Louisiana Horsemen Aim to Strengthen Aftercare Support

Lawmakers considering changes after stories showed Thoroughbreds in kill pens.

 

The Louisiana Horsemen’s Benevolent and Protective Association supports state legislation that would make changes to its aftercare program the organization believes will lead to greater participation.

Lawmakers are considering changes after stories and social media posts showed Thoroughbreds who had raced at Delta Downs in kill pens. Industry groups also are rallying to put additional safety nets in place.

The issues in Louisiana proved a timely topic for a panel on aftercare at the National Horsemen’s Benevolent and Protective Association convention March 15 in New Orleans.
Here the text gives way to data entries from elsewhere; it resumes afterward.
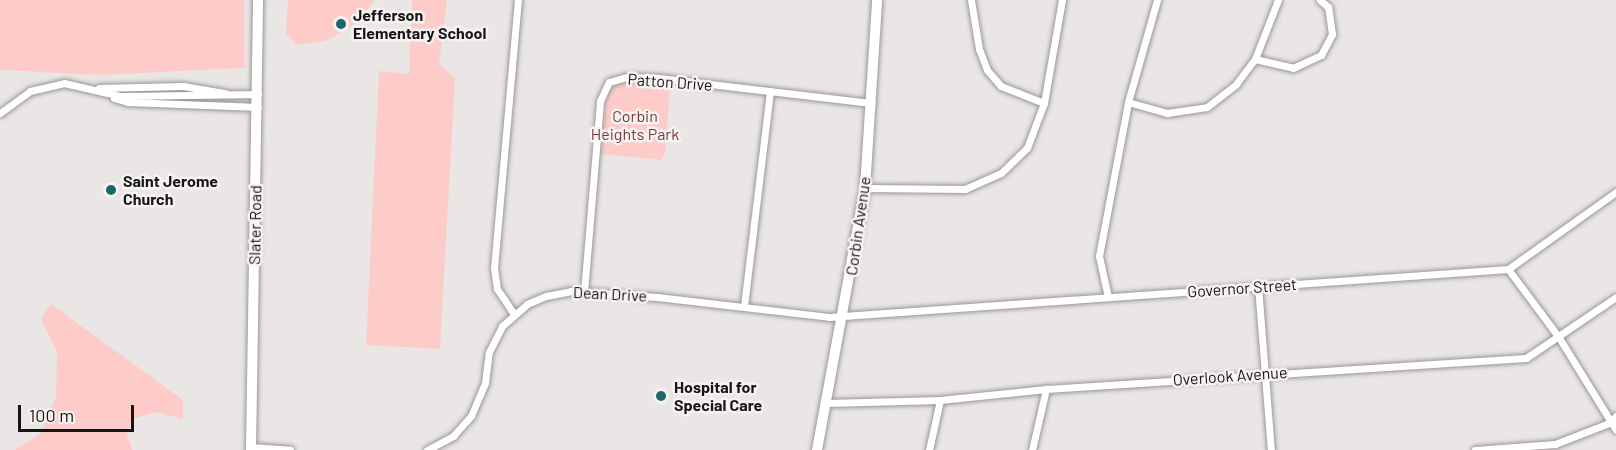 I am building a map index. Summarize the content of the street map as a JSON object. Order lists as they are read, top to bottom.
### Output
{
  "streets": {
    "main road": ["Slater Road", "Corbin Avenue"],
    "street": [
      "Patton Drive",
      "Governor Street",
      "Dean Drive",
      "Overlook Avenue"
    ]
  },
  "crossings": [
    ["Patton Drive", "Corbin Avenue"],
    ["Patton Drive", "Dean Drive"],
    ["Corbin Avenue", "Governor Street"],
    ["Corbin Avenue", "Dean Drive"],
    ["Corbin Avenue", "Overlook Avenue"],
    ["Governor Street", "Dean Drive"]
  ],
  "parks": ["Corbin Heights Park"],
  "places": ["Jefferson Elementary School", "Saint Jerome Church", "Hospital for Special Care"],
  "scale_bar": "100 m"
}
Louisiana HBPA president Benard Chatters said his organization supports the proposed legislation, which would have all horsemen participate in a program of financial support for aftercare that could be based on a per-start basis or a commitment from purse earnings. Chatters said the current Louisiana HBPA program allows horsemen to opt in to support aftercare, but he believes moving to a system where horsemen are in the program unless they opt out will see improved participation.

“If they’re already in the program, a lot of them won’t make the effort to opt out,” Chatters said, noting that there may not be full awareness of the current opt-in program.

Patrick Richmond, president of Louisiana Horse Rescue Association, said similar legislation has been proposed before, but he thinks the recent effort has a better chance of passing because of support from the Louisiana HBPA; Delta Downs and Evangeline Downs owner Boyd Gaming; state Quarter Horse breeders; and the racing commission. They expect support from the state’s other two track owners, Churchill Downs Inc. and Harrah’s.

Richmond said aftercare groups would like to see a commitment of $5 a start. Chatters said Louisiana HBPA might be more receptive to a plan that makes a commitment from purse earnings after a horse has won. Thoroughbred Aftercare Alliance operations consultant Stacie Clark, who moderated the panel, said either type of approach can work.

Michele Rodriguez, founder and president of Elite Thoroughbreds and a board member of the Louisiana Horse Rescue Association, said Boyd will commit to matching funds by horsemen, and she’s certain CDI also will get on board.

Chatters noted, with the emergence of social media, a small percentage of horsemen not acting properly can endanger the sport.

“The largest percentage of trainers and owners are responsible,” Chatters said. “It only takes one person, or one horse. … Something happens in some remote corner of the state, and all of a sudden it’s all over the nation because of social media.”

Panel participants and National HBPA CEO Eric Hamelback said that something as simple as improved communication between horsemen and aftercare facilities can make the difference for a horse.

“We have to make that connection and keep them together,” Hamelback said. “Aftercare needs to become part of your business plan.”

Jessica Hammond, program administrator of Maryland’s Beyond the Wire—a state aftercare initiative of the Maryland Thoroughbred Horsemen’s Association, the Maryland Jockey Club, the Maryland Horse Breeders Association, and Maryland jockeys—encouraged horsemen from states without similar aftercare programs to take the initiative.

She said owners are contributing $11 a start, and it’s enjoyed about “99% participation.” She said jockeys will contribute about $60,000 this year. The program works with six TAA-accredited facilities.

“Just jump in. … You kind of just have to get the idea on how you want your program to run and just start it,” Hammond said. “You’re not going to have everything perfect from the get-go. You’re going to have to tweak things along the way, and that’s OK. There’s no reason for not starting.”

Hamelback emphasized that the stakes are high, and not having an aftercare plan in place is no longer acceptable.

“We have to educate people that there is a second chance after racing. We have to stop these horses from getting to the pen,” Hamelback said. “We need racetracks’ help, but we also need horsemen’s help when it comes to education.”